Australian Tropical Rainforest Plants - Online edition
Eucalyptus resinifera Sm. subsp. resinifera
Johnson, L.A.S. & Hill, K.D. (1990) Telopea 4(1): 45.
Forest Mahogany; Red Stringybark; Red Messmate; Red Gum; Red Mahogany; Mahogany, Red; Kino Eucalyptus; Jimmy Low; Highland Red Mahogany; Hickory; Grey Gum
Bark rather thick, fibrous, persistent to the small branches, greyish to reddish brown.
Oil dots visible with a lens if not visible to the naked eye. Leaf blades about 8-14 x 1.6-3.2 cm, often slightly curved.
Peduncles flat, strap-like. Individual flowers pedicellate. Operculum cornute to conical, about 5-6 mm diam., longer than the calyx tube (hypanthium). Outer operculum shed early, before the mature bud stage.
Cotyledons reniform or +/- bilobed. Oil dots more obvious near the margins but visible only with a lens. At the tenth leaf stage: leaf blade narrowly elliptic or lanceolate, glabrous, scattered oil dots visible with a lens. Lignotuber absent.

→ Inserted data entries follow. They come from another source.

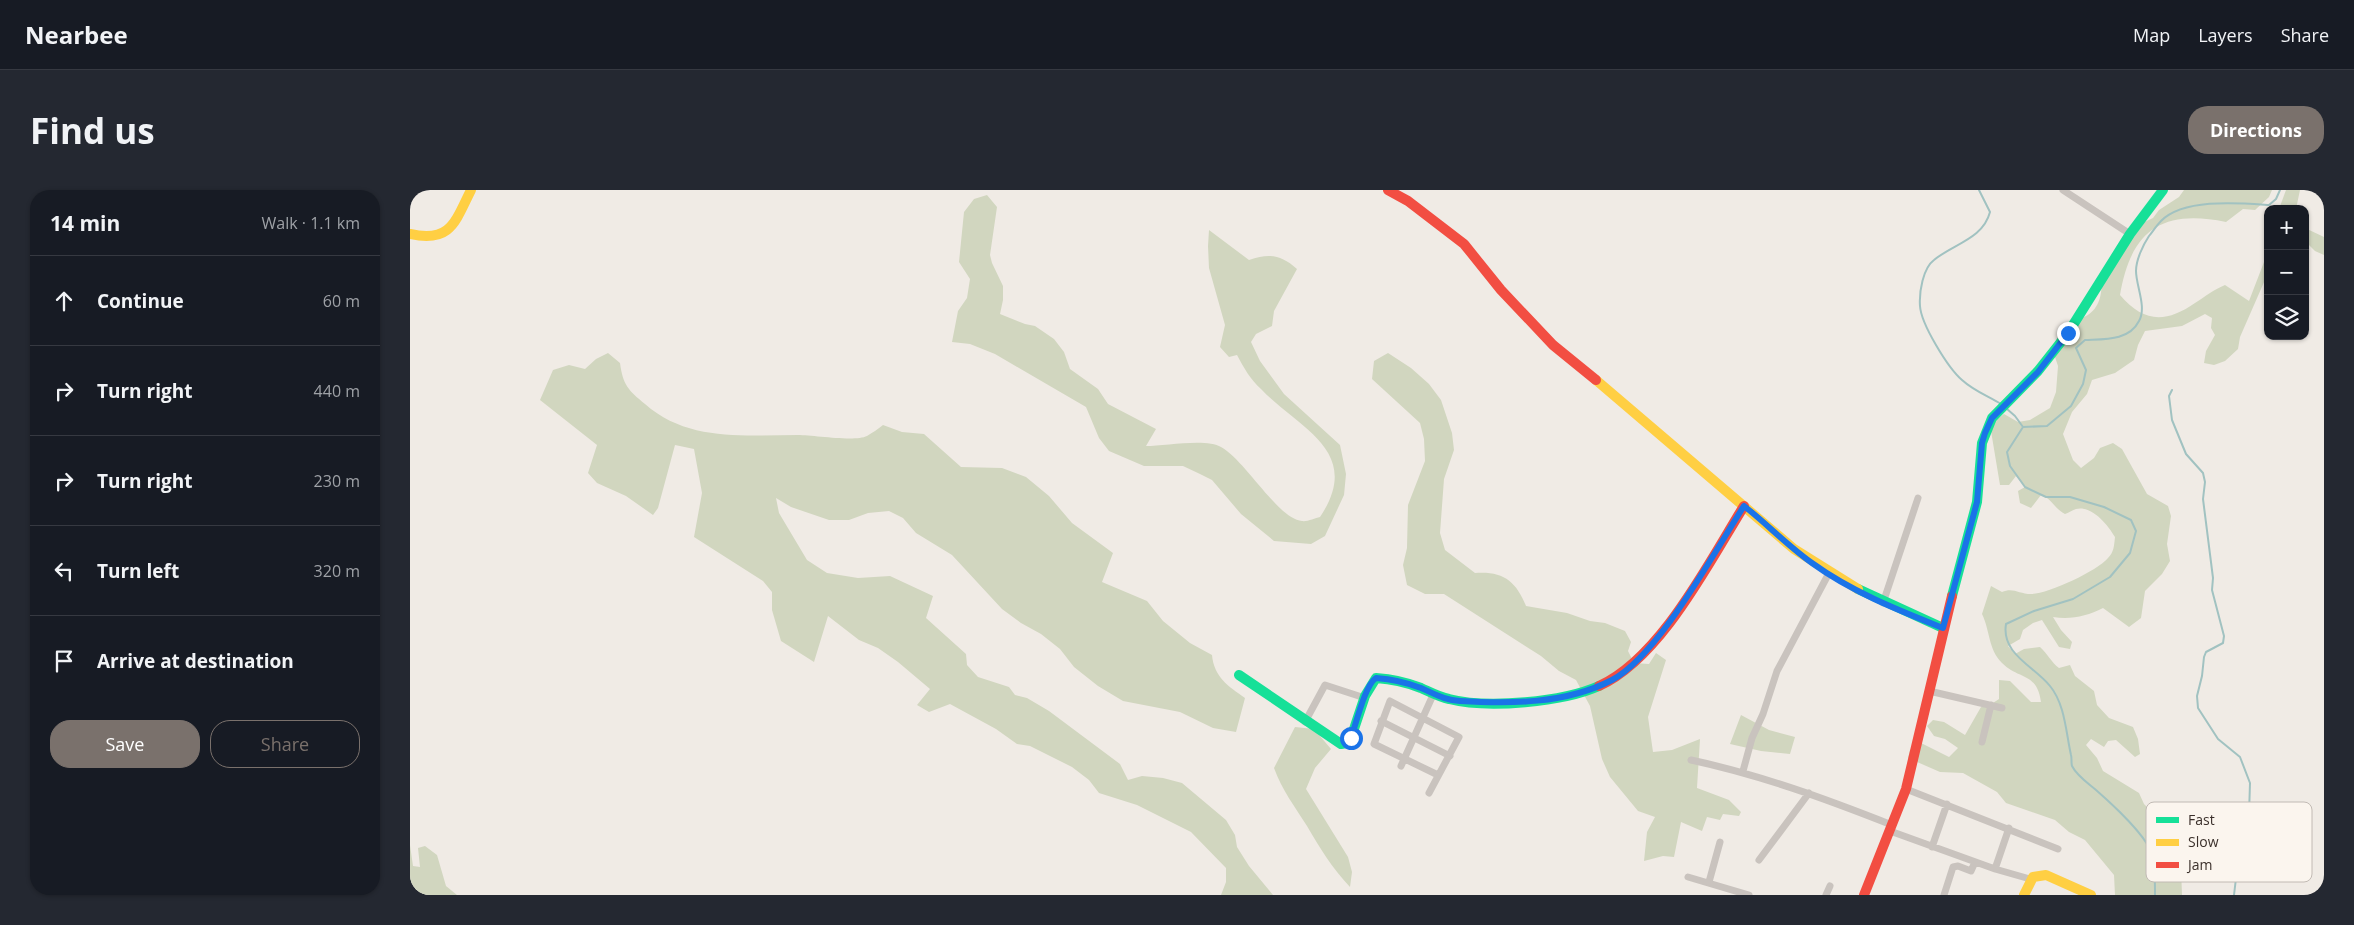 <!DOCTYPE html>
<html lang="en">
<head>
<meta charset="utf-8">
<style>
  :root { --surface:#171b24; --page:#242831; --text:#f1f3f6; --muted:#9ea1a6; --line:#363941; --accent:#7a716c }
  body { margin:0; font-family:"Open Sans",sans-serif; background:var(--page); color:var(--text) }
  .controls { position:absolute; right:15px; top:15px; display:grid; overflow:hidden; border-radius:10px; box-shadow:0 1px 4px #0004 }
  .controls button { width:45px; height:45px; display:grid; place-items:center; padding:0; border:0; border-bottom:1px solid var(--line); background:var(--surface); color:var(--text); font:25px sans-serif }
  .stop { position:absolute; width:15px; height:15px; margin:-11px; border:4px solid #1a73e8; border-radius:50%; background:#fff }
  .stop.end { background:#1a73e8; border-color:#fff; box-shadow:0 1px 5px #0008 }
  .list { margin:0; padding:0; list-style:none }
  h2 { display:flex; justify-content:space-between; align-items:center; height:65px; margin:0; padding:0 20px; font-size:21px }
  h2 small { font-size:16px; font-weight:400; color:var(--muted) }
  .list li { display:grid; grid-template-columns:32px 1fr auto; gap:15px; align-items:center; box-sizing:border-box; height:90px; padding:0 20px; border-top:1px solid var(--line) }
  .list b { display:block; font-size:19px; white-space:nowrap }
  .list em { font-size:16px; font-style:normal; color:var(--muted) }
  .actions { display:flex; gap:10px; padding:15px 20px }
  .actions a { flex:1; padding:11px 0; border:1px solid var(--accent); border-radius:20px; text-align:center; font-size:18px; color:var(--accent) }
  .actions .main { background:var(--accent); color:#fff }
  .icon { flex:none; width:28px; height:28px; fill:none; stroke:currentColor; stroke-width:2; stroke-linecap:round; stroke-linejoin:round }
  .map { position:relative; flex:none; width:1914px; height:705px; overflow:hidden; border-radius:20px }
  header { display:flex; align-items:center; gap:30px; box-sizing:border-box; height:70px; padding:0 25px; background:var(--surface); border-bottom:1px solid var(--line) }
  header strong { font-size:24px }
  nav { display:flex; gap:28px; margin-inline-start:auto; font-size:18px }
  .intro { display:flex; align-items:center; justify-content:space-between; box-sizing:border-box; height:120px; padding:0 30px }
  h1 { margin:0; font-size:35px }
  .button { padding:12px 22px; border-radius:20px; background:var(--accent); color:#fff; font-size:18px; font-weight:700 }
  main { display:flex; gap:30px; padding:0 30px }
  aside { flex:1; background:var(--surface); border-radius:20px; box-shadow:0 1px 4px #0004 }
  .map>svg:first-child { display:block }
</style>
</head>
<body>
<header>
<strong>Nearbee</strong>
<nav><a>Map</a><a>Layers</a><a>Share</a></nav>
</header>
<div class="intro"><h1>Find us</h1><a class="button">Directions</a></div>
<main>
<aside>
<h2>14 min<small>Walk · 1.1 km</small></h2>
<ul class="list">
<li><svg class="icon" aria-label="ahead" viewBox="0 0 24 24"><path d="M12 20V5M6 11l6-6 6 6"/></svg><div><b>Continue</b></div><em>60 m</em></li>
<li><svg class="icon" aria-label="right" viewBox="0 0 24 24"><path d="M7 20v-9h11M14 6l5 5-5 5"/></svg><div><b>Turn right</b></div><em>440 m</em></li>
<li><svg class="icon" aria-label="right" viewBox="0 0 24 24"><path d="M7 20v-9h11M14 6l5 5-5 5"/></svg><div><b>Turn right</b></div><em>230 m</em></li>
<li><svg class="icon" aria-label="left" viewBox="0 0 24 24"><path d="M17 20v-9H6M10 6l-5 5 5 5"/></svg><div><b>Turn left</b></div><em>320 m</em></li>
<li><svg class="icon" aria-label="arrive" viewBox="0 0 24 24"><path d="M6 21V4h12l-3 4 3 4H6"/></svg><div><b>Arrive at destination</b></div></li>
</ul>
<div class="actions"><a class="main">Save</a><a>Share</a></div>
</aside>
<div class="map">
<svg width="1914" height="705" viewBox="0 0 1914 705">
  <rect width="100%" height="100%" fill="#f0ebe5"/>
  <!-- green -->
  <path fill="#d1d6bf" d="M1774 0H1862L1859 7 1845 20 1833 19 1816 32C1752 19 1721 40 1710 105 1733 132 1755 134 1785 113 1796 106 1803 100 1815 95L1839 111 1854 72 1858 75V83L1830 147 1828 159 1815 171 1804 175 1794 173 1796 161 1805 145 1801 138 1802 128 1795 124 1772 136 1735 141 1728 155 1724 170 1705 183 1682 190 1677 204 1662 222 1653 244 1663 270 1671 278 1684 268 1690 258 1703 253 1712 259 1737 304 1758 316 1761 326 1757 354 1760 371 1752 384 1735 401 1731 428 1719 437 1693 418C1677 426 1661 430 1643 427L1651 440 1662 452 1660 459 1649 457 1632 430 1623 433 1613 440 1610 449 1598 456 1605 464 1614 459 1630 457C1638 464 1641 472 1649 478L1660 475 1665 486 1684 501 1687 515 1699 528 1723 537 1728 549 1730 564 1725 567 1706 550 1698 551 1694 557 1681 549 1676 555 1687 568 1693 581 1729 603 1734 614 1753 633C1765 632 1773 626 1785 626L1794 669 1771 678 1772 705H1705L1704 685 1675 650 1659 642 1645 630 1596 613 1587 602 1553 583 1530 582 1498 568 1500 560 1511 553 1539 567 1548 558 1535 549 1524 546 1517 536 1523 530 1534 532 1555 545 1571 517 1580 515 1589 509V490L1600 491 1621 512H1631C1627 482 1609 490 1592 473 1578 459 1580 440 1572 424L1581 396 1592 402C1603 397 1609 404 1621 404 1638 404 1687 381 1698 368 1704 362 1704 356 1705 347 1698 335 1682 315 1666 319 1663 320 1658 323 1655 324 1645 319 1641 308 1631 305L1621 318 1610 313 1608 301 1615 297 1606 286 1599 295H1590L1580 235 1594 224 1608 232 1620 230 1640 218 1646 202 1648 176 1643 161C1645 154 1647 145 1652 140 1658 133 1664 131 1672 128 1690 121 1693 103 1691 86L1726 36 1743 28 1749 20 1769 7Z
    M1876 0H1890L1886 19H1869Z
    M577 5 587 17 580 65 582 73 593 96V110L590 124 615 134 625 136 644 149 654 162 660 179 688 199 698 214 746 239 736 256C754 256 797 248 811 257 836 271 868 329 892 331 897 332 905 328 910 327 954 261 889 239 851 199 840 189 834 178 827 165L819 167 810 157 815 135 799 78 798 56 799 40 839 70C860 63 871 65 887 79L864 121 862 136 846 144 841 152 850 171 874 204 930 255 936 284 934 305 915 346 901 354 864 351 831 324 802 290 790 284 773 276H734L699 261 689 248 676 217 585 164 560 154 542 152 548 121 557 108 560 89 549 72 554 22 564 9Z
    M1895 38 1914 47V65L1905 61 1895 51Z
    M198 163 210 173C213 195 218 200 235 214 278 252 334 245 388 245 403 245 445 252 457 246 462 243 468 239 473 235L492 242 514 244 551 277 592 278 616 287 639 306 662 333 703 363 692 392 737 411 753 431 780 453 802 465C804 487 818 496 835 508L826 542 803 538 770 522 713 511 688 496 664 477 650 459 631 444 611 433 592 419 542 365 506 343 493 328 479 321 458 323 439 330H419L381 317 366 308 369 323 397 370 417 383 448 388 480 386 523 406 516 428 556 464 557 475 568 487 599 497 605 505 617 508 639 521 710 574 718 590 732 586 753 588 772 593 816 630 825 645 827 657 839 676 863 705H811L816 692V678L781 642 727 615 689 603 679 590 662 577 620 556 607 554 586 539 540 514 519 522 507 515 520 499 488 472 468 458 449 450 418 426 404 472 371 451 362 420V402L353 391 284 347 292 303 284 259 265 255 248 318 243 325 216 306 187 293 178 283 187 255 130 210 143 180 159 175 175 179 186 169Z
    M978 163 1001 178 1019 194 1031 210 1042 243 1044 260 1034 289 1030 343 1035 360 1065 383C1093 381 1106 391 1116 416L1157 423 1180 431 1195 433 1215 441 1221 452 1218 461 1224 473 1239 474 1246 463 1256 470 1238 527 1243 562 1262 560 1290 549 1287 598 1319 610 1331 622 1329 626 1313 624 1310 630 1297 627 1292 641 1271 632 1264 667 1253 666 1234 671 1237 642 1245 627 1228 621 1200 587 1192 569 1180 516 1166 490 1149 481 1131 466 1034 404H1015L997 395 993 375 997 358 998 315 1015 271 1014 249 1010 233 962 189 964 171Z
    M1331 525 1359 540 1385 547 1380 564 1351 561 1320 554Z
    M885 537 904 539 921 559 905 578 896 599 938 667 942 682 940 697C922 678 910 658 897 636 885 617 872 600 864 578Z
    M0 655 3 676 10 677 8 658 15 656 27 665 36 696 47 705H0Z"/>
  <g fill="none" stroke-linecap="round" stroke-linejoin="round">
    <!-- stream -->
    <path stroke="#a1c2c1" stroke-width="2" d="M1569 0 1580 22C1573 49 1543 54 1524 70 1513 78 1509 102 1510 116 1511 134 1538 178 1552 190 1564 201 1578 206 1591 214
      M1762 200 1759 206 1762 230 1776 264 1793 283 1795 292 1793 309 1803 388 1802 400 1814 446 1813 453 1796 462 1794 467 1792 486 1787 506 1788 518 1808 549 1830 567 1840 593 1838 656 1836 668 1827 680 1824 705
      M1597 219 1605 226 1613 237
      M1613 237 1597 262 1600 276 1615 297 1636 307H1660L1694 317 1721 330 1726 341 1720 363 1700 387 1663 409 1624 421 1596 434C1591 464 1624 476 1640 496 1655 514 1656 543 1661 565 1662 568 1661 573 1662 576 1667 586 1679 594 1686 600 1702 614 1739 648 1743 667 1745 677 1745 695 1745 705
      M1613 237 1637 236 1661 216 1673 194 1676 180 1666 158 1675 150C1694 149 1719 151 1729 131 1737 117 1726 96 1726 81 1726 70 1733 55 1739 46 1743 41 1747 35 1751 31 1774 8 1829 13 1859 15L1866 9 1870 0"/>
    <!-- street -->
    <path stroke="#c9c3be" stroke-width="7" d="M1653 0 1720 44
      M1473 413 1508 308
      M1519 501 1592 518
      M971 531 1040 566
      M895 532 915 495 955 508
      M1572 552 1581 515
      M1281 570C1351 585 1416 609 1482 635
      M991 576 1023 505
      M1333 581 1342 548 1353 524 1367 481 1419 383
      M1496 599 1648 659
      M1019 603 1049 547 980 511 964 554 1028 585
      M1480 641 1585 679 1620 689
      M1522 657 1537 614
      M1349 670 1399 603
      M1585 679 1599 638
      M1278 687 1339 705
      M1299 692 1310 652
      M1416 705 1420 696
      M1534 705 1543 677 1548 676 1561 681 1565 672"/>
    <!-- fast -->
    <path stroke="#16e098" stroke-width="10" d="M1448 399 1533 438
      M1542 406 1567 312 1572 253 1582 228 1628 181 1658 143 1720 44 1753 0
      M829 485 931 554 937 553 941 548 955 506 966 488C981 489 996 492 1011 498 1020 502 1029 507 1039 509 1078 519 1153 512 1189 496"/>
    <!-- slow -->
    <path stroke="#ffcf43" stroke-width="10" d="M0 44C41 53 45 32 61 0
      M1186 190 1384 359 1448 399
      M1614 705 1623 687 1636 685 1681 705"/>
    <!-- jam -->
    <path stroke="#f24e42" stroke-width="10" d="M978 0 998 11 1054 54 1091 100 1143 155 1186 190
      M1189 496C1251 468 1299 372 1334 316
      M1454 705 1496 599 1542 406"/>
  </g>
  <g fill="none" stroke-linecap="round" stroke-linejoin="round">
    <!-- route -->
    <path stroke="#1a73e8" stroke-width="6" d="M941 548C946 534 955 495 966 488 980 489 998 493 1011 498 1025 504 1034 510 1050 511 1100 514 1156 514 1202 490 1249 465 1304 362 1334 316 1357 334 1378 356 1402 373 1442 402 1488 420 1533 438L1567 312 1572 253 1575 243 1582 228 1628 182 1658 143"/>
  </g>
  <!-- legend -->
  <rect x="1736" y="612" width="166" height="80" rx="8" fill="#fbf5ee" stroke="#c1bab4" stroke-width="1"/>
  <rect x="1746" y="627" width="23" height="6" fill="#16e098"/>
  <rect x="1746" y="649" width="23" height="7" fill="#ffcf43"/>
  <rect x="1746" y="672" width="23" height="6" fill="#f24e42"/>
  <g font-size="14" fill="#3b302b">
    <text x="1778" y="635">Fast</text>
    <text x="1778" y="657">Slow</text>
    <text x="1778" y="680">Jam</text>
  </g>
</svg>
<div class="controls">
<button>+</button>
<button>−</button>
<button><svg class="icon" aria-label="layers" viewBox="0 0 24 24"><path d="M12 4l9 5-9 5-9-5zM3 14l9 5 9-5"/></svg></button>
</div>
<div class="stop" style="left:941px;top:548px"></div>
<div class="stop end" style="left:1658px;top:143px"></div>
</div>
</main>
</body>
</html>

Seed germination time 5 to 14 days.
Endemic to Australia, occurs in CYP, NEQ, CEQ and southwards to south-eastern New South Wales. Altitudinal range in CYP and NEQ from 500-1100 m. Grows in wet sclerophyll forest and on rain forest margins.
This species produces a useful timber and is well suited for use in polished floors. Swain (1928).
Trees of this species sometimes have 'wells' located in the bark of the upper stem. These 'wells' are the work of the Yellow-Bellied Gliders which chew the holes and then return each night to feed on the exudate from the damaged phloem or cambial layer.
Wood specific gravity 1.00 Cause et all (1989).